## [Task statement]
Exact copy, no pictures: restate each entry below word for word.

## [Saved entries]
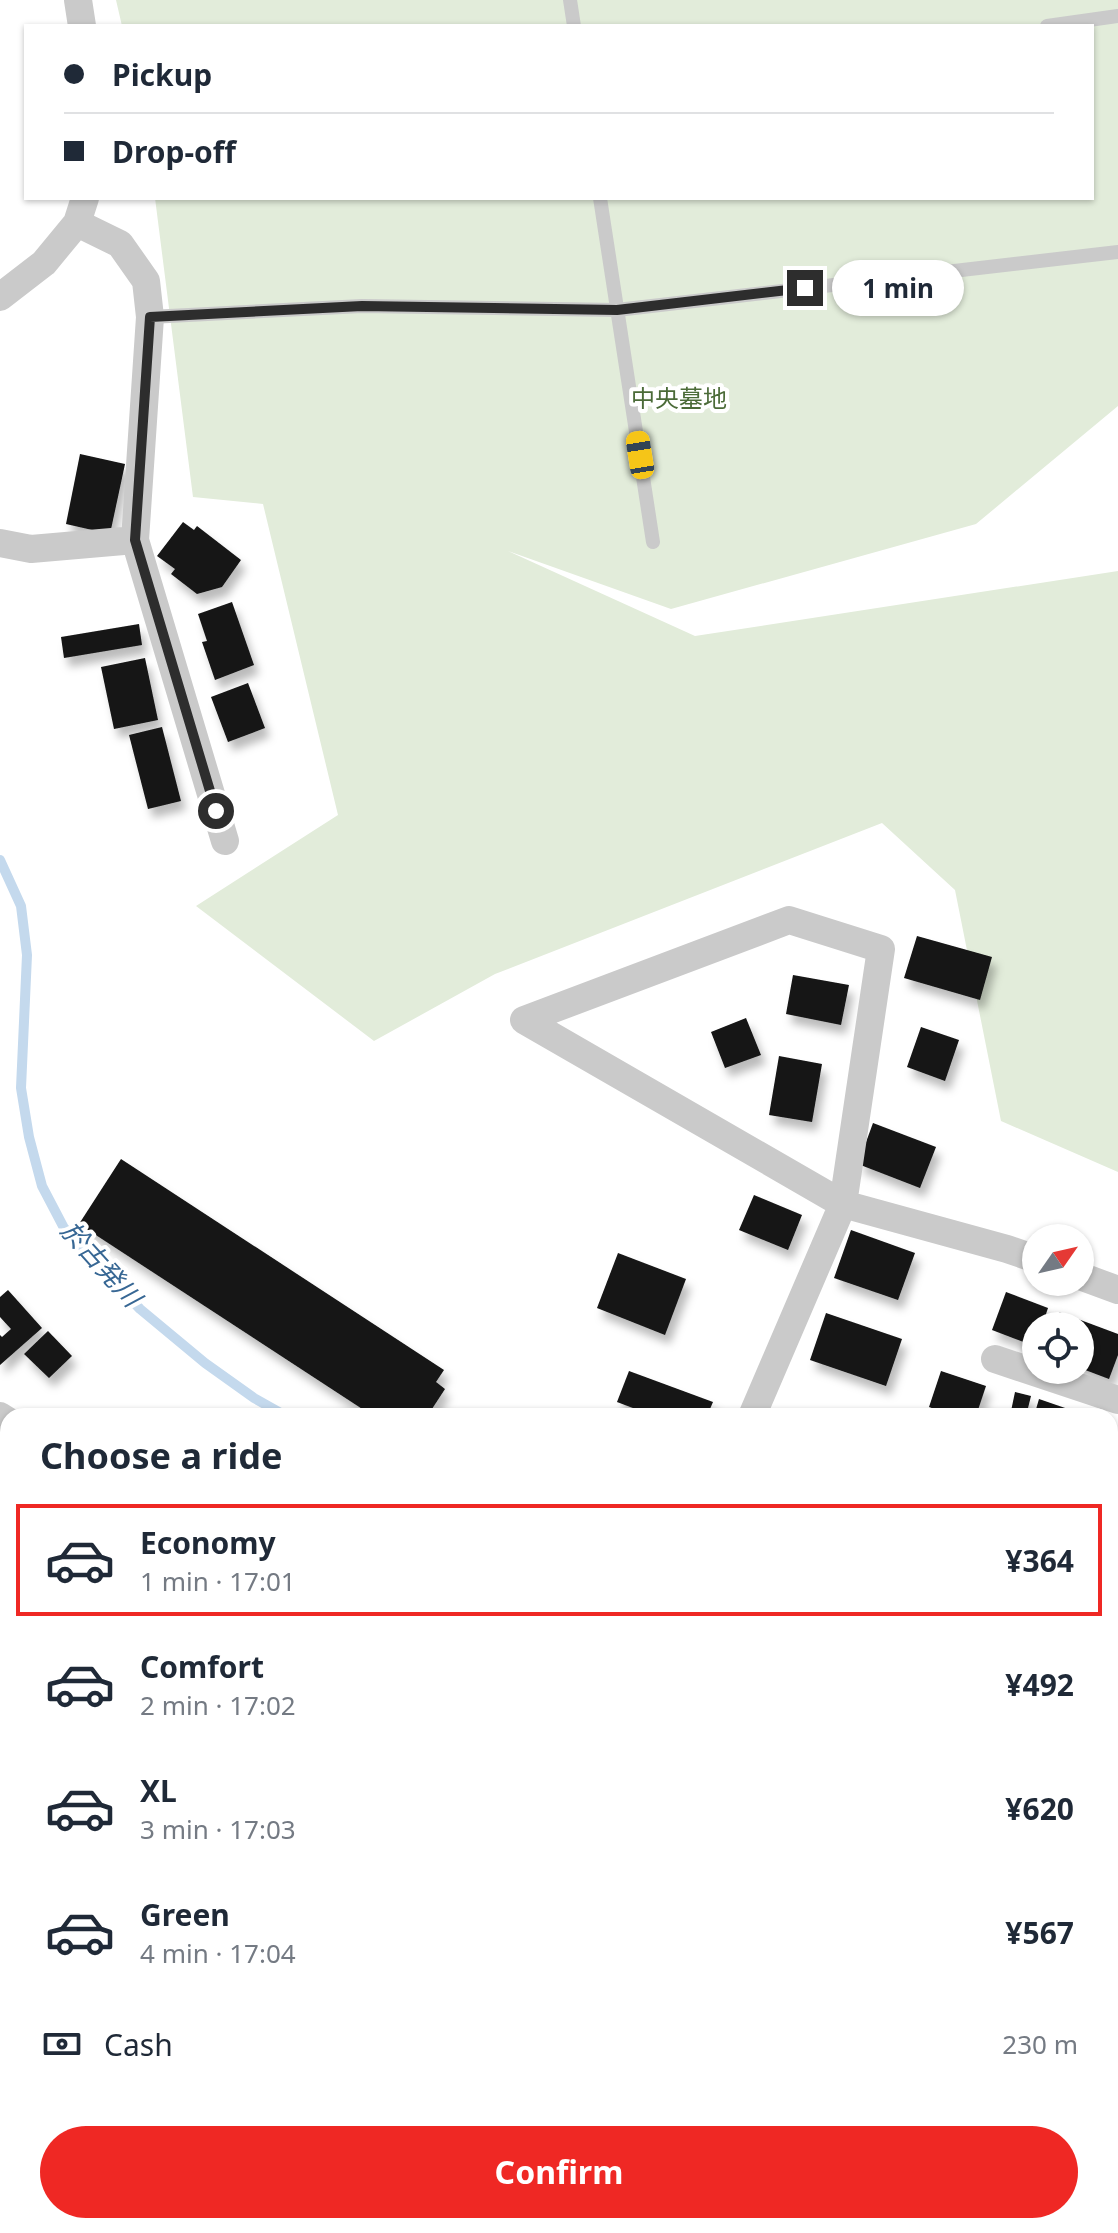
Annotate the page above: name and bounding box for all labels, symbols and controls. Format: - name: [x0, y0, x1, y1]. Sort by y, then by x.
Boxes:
- text: Pickup: [112, 54, 212, 95]
- text: Drop-off: [112, 131, 236, 172]
- callout: 1 min: [833, 260, 965, 316]
- route end: [787, 270, 823, 306]
- text: 1 min: [862, 270, 934, 306]
- park label: 中央墓地: [631, 381, 727, 414]
- car: [624, 429, 656, 481]
- route start: [198, 793, 234, 829]
- water label: 於古発川: [54, 1213, 152, 1316]
- north arrow: [1022, 1224, 1094, 1296]
- map controls: [1022, 1224, 1094, 1384]
- button: locate: [1022, 1312, 1094, 1384]
- text: Choose a ride: [40, 1431, 282, 1480]
- text: Economy: [140, 1522, 276, 1563]
- icon: car: [44, 1524, 116, 1596]
- text: ¥364: [1005, 1540, 1074, 1581]
- text: 1 min · 17:01: [140, 1563, 296, 1599]
- text: Comfort: [140, 1646, 264, 1687]
- icon: car: [44, 1648, 116, 1720]
- text: ¥492: [1005, 1664, 1074, 1705]
- text: 2 min · 17:02: [140, 1687, 296, 1723]
- text: XL: [140, 1770, 177, 1811]
- icon: car: [44, 1772, 116, 1844]
- text: ¥620: [1005, 1788, 1074, 1829]
- text: 3 min · 17:03: [140, 1811, 296, 1847]
- text: Green: [140, 1894, 230, 1935]
- icon: car: [44, 1896, 116, 1968]
- text: ¥567: [1005, 1912, 1074, 1953]
- text: 4 min · 17:04: [140, 1935, 296, 1971]
- icon: cash: [40, 2022, 84, 2066]
- text: Cash: [104, 2024, 173, 2065]
- text: 230 m: [1002, 2026, 1078, 2062]
- button: Confirm: [40, 2126, 1078, 2218]

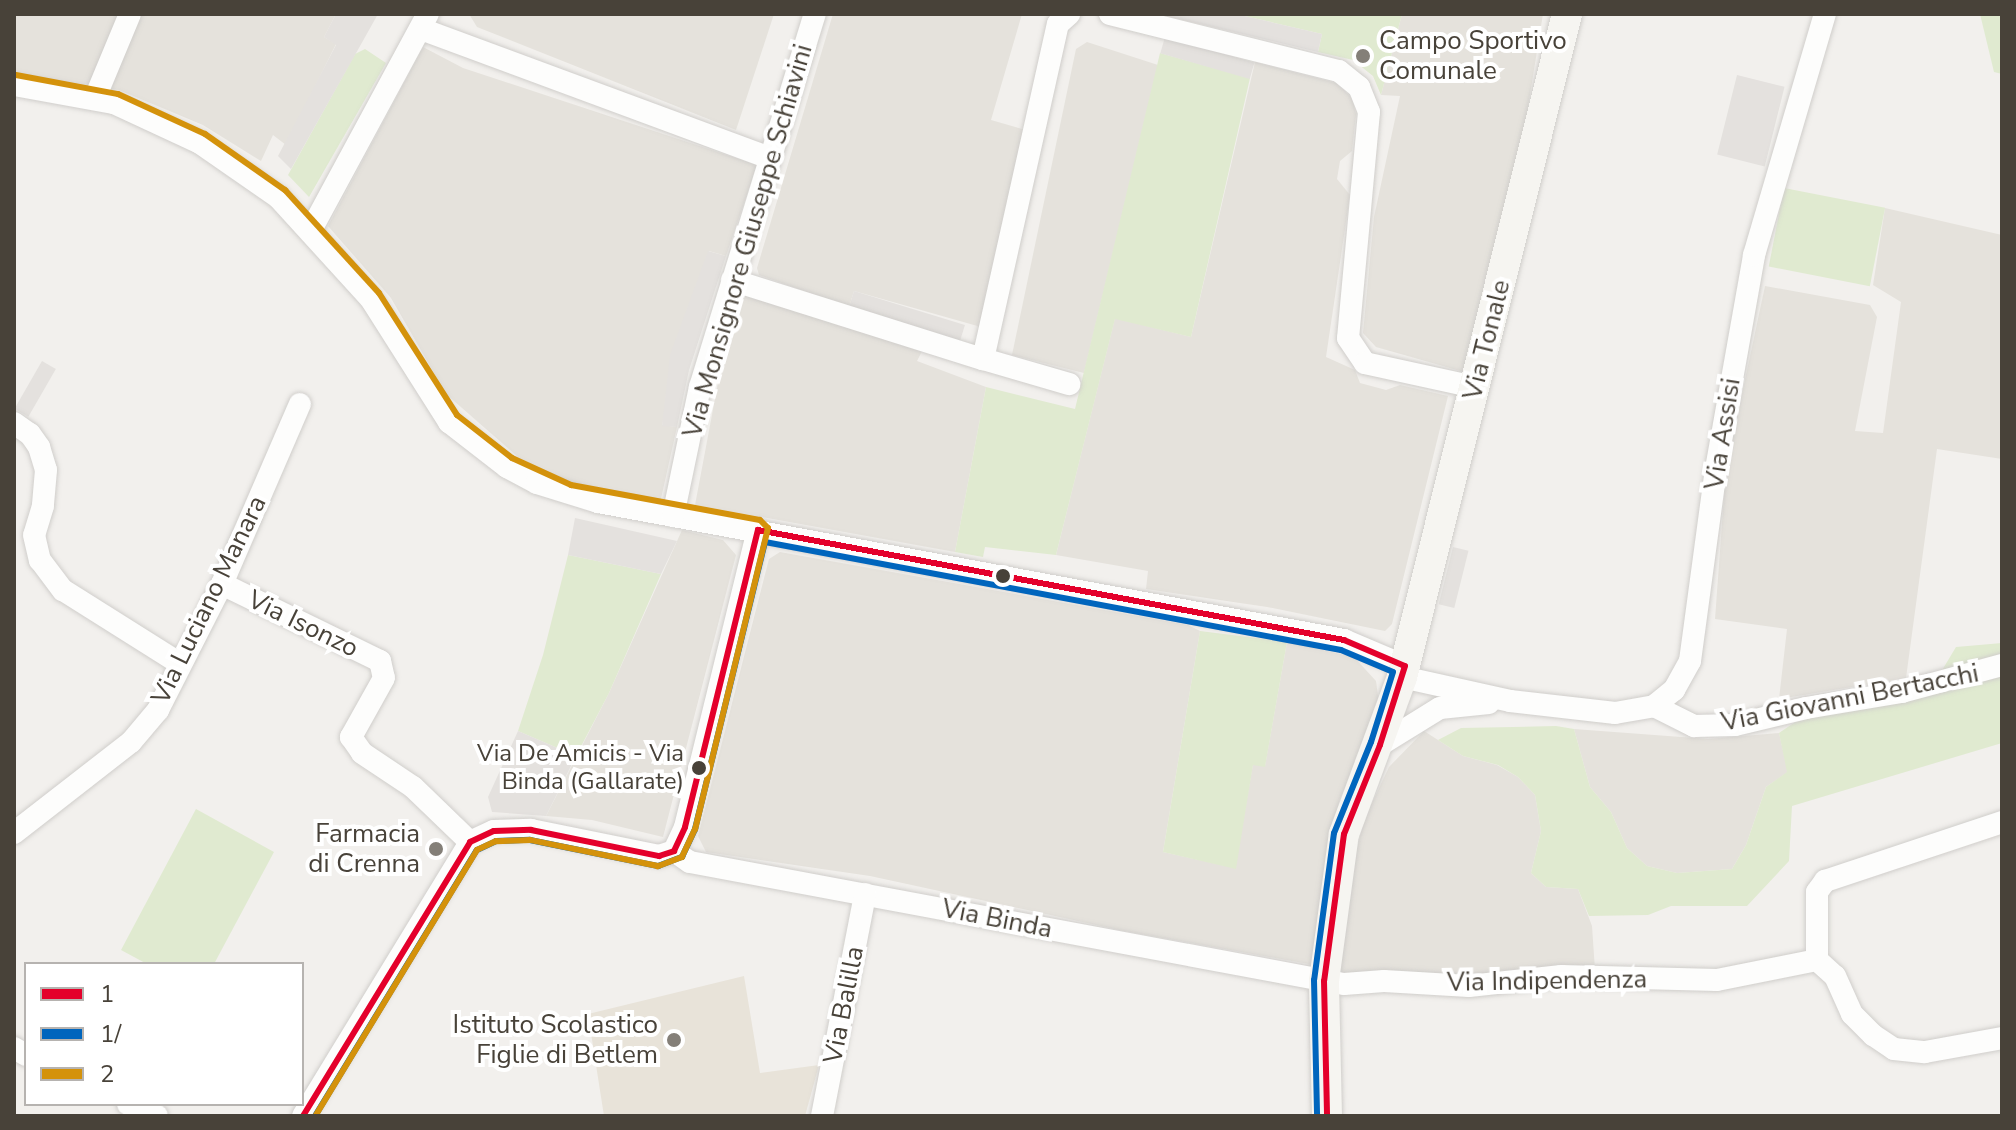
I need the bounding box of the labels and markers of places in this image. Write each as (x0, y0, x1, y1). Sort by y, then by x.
place label: Campo Sportivo Comunale (1379, 25, 1567, 86)
marker: Campo Sportivo Comunale (1354, 47, 1372, 65)
unlabelled marker (995, 568, 1011, 584)
place label: Via De Amicis - Via Binda (Gallarate) (477, 740, 684, 796)
marker: Via De Amicis - Via Binda (Gallarate) (691, 760, 707, 776)
place label: Farmacia di Crenna (308, 818, 420, 880)
marker: Farmacia di Crenna (427, 840, 445, 858)
place label: Istituto Scolastico Figlie di Betlem (453, 1009, 658, 1070)
marker: Istituto Scolastico Figlie di Betlem (665, 1031, 683, 1049)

## [Solved exercise]
Annotate the page above: name and bounding box for all labels, symbols and controls. Format: - name: [x0, y0, x1, y1]. Sort by y, then by x.
Boxes:
- text: Pickup: [112, 54, 212, 95]
- text: Drop-off: [112, 131, 236, 172]
- callout: 1 min: [833, 260, 965, 316]
- route end: [787, 270, 823, 306]
- text: 1 min: [862, 270, 934, 306]
- park label: 中央墓地: [631, 381, 727, 414]
- car: [624, 429, 656, 481]
- route start: [198, 793, 234, 829]
- water label: 於古発川: [54, 1213, 152, 1316]
- north arrow: [1022, 1224, 1094, 1296]
- map controls: [1022, 1224, 1094, 1384]
- button: locate: [1022, 1312, 1094, 1384]
- text: Choose a ride: [40, 1431, 282, 1480]
- text: Economy: [140, 1522, 276, 1563]
- icon: car: [44, 1524, 116, 1596]
- text: ¥364: [1005, 1540, 1074, 1581]
- text: 1 min · 17:01: [140, 1563, 296, 1599]
- text: Comfort: [140, 1646, 264, 1687]
- icon: car: [44, 1648, 116, 1720]
- text: ¥492: [1005, 1664, 1074, 1705]
- text: 2 min · 17:02: [140, 1687, 296, 1723]
- text: XL: [140, 1770, 177, 1811]
- icon: car: [44, 1772, 116, 1844]
- text: ¥620: [1005, 1788, 1074, 1829]
- text: 3 min · 17:03: [140, 1811, 296, 1847]
- text: Green: [140, 1894, 230, 1935]
- icon: car: [44, 1896, 116, 1968]
- text: ¥567: [1005, 1912, 1074, 1953]
- text: 4 min · 17:04: [140, 1935, 296, 1971]
- icon: cash: [40, 2022, 84, 2066]
- text: Cash: [104, 2024, 173, 2065]
- text: 230 m: [1002, 2026, 1078, 2062]
- button: Confirm: [40, 2126, 1078, 2218]

I need the bounding box of the labels and markers of places in this image. Write each as (x0, y0, x1, y1). Sort by y, then by x.
place label: Campo Sportivo Comunale (1379, 25, 1567, 86)
marker: Campo Sportivo Comunale (1354, 47, 1372, 65)
unlabelled marker (995, 568, 1011, 584)
place label: Via De Amicis - Via Binda (Gallarate) (477, 740, 684, 796)
marker: Via De Amicis - Via Binda (Gallarate) (691, 760, 707, 776)
place label: Farmacia di Crenna (308, 818, 420, 880)
marker: Farmacia di Crenna (427, 840, 445, 858)
place label: Istituto Scolastico Figlie di Betlem (453, 1009, 658, 1070)
marker: Istituto Scolastico Figlie di Betlem (665, 1031, 683, 1049)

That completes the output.